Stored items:
↓

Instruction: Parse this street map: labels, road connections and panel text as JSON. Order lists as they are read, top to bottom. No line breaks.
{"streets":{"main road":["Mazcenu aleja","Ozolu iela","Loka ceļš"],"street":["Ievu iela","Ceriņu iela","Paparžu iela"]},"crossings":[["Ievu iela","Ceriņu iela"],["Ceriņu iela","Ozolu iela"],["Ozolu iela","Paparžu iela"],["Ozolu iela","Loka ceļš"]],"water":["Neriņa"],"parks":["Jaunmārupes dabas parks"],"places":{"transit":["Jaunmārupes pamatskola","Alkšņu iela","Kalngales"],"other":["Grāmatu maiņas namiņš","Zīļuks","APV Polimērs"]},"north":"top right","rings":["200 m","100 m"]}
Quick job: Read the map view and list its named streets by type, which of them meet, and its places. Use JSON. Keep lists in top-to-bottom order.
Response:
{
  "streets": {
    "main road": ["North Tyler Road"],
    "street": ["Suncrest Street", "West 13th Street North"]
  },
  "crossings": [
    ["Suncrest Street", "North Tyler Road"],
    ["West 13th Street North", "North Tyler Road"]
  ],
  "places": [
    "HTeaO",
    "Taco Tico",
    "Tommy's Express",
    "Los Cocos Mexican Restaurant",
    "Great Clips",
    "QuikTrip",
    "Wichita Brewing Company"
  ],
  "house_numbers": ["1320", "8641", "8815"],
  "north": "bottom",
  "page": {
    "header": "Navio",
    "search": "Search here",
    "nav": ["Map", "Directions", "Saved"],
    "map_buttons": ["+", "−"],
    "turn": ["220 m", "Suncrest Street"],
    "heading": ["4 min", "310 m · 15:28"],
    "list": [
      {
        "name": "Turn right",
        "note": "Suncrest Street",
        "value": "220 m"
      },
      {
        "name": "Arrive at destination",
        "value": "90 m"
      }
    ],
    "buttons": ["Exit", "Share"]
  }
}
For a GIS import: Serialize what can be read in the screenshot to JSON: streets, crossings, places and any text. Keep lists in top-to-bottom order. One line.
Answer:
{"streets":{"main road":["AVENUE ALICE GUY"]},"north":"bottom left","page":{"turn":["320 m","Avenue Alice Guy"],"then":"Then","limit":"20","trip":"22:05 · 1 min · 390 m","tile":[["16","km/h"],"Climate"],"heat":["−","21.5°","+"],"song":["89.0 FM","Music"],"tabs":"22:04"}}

↑

**About this exercise:** Would you set down, word for word, the lines from the opening of the entries above through the line with "Quick job: Read", both included, and no others?

**Task result:**
Instruction: Parse this street map: labels, road connections and panel text as JSON. Order lists as they are read, top to bottom. No line breaks.
{"streets":{"main road":["Mazcenu aleja","Ozolu iela","Loka ceļš"],"street":["Ievu iela","Ceriņu iela","Paparžu iela"]},"crossings":[["Ievu iela","Ceriņu iela"],["Ceriņu iela","Ozolu iela"],["Ozolu iela","Paparžu iela"],["Ozolu iela","Loka ceļš"]],"water":["Neriņa"],"parks":["Jaunmārupes dabas parks"],"places":{"transit":["Jaunmārupes pamatskola","Alkšņu iela","Kalngales"],"other":["Grāmatu maiņas namiņš","Zīļuks","APV Polimērs"]},"north":"top right","rings":["200 m","100 m"]}
Quick job: Read the map view and list its named streets by type, which of them meet, and its places. Use JSON. Keep lists in top-to-bottom order.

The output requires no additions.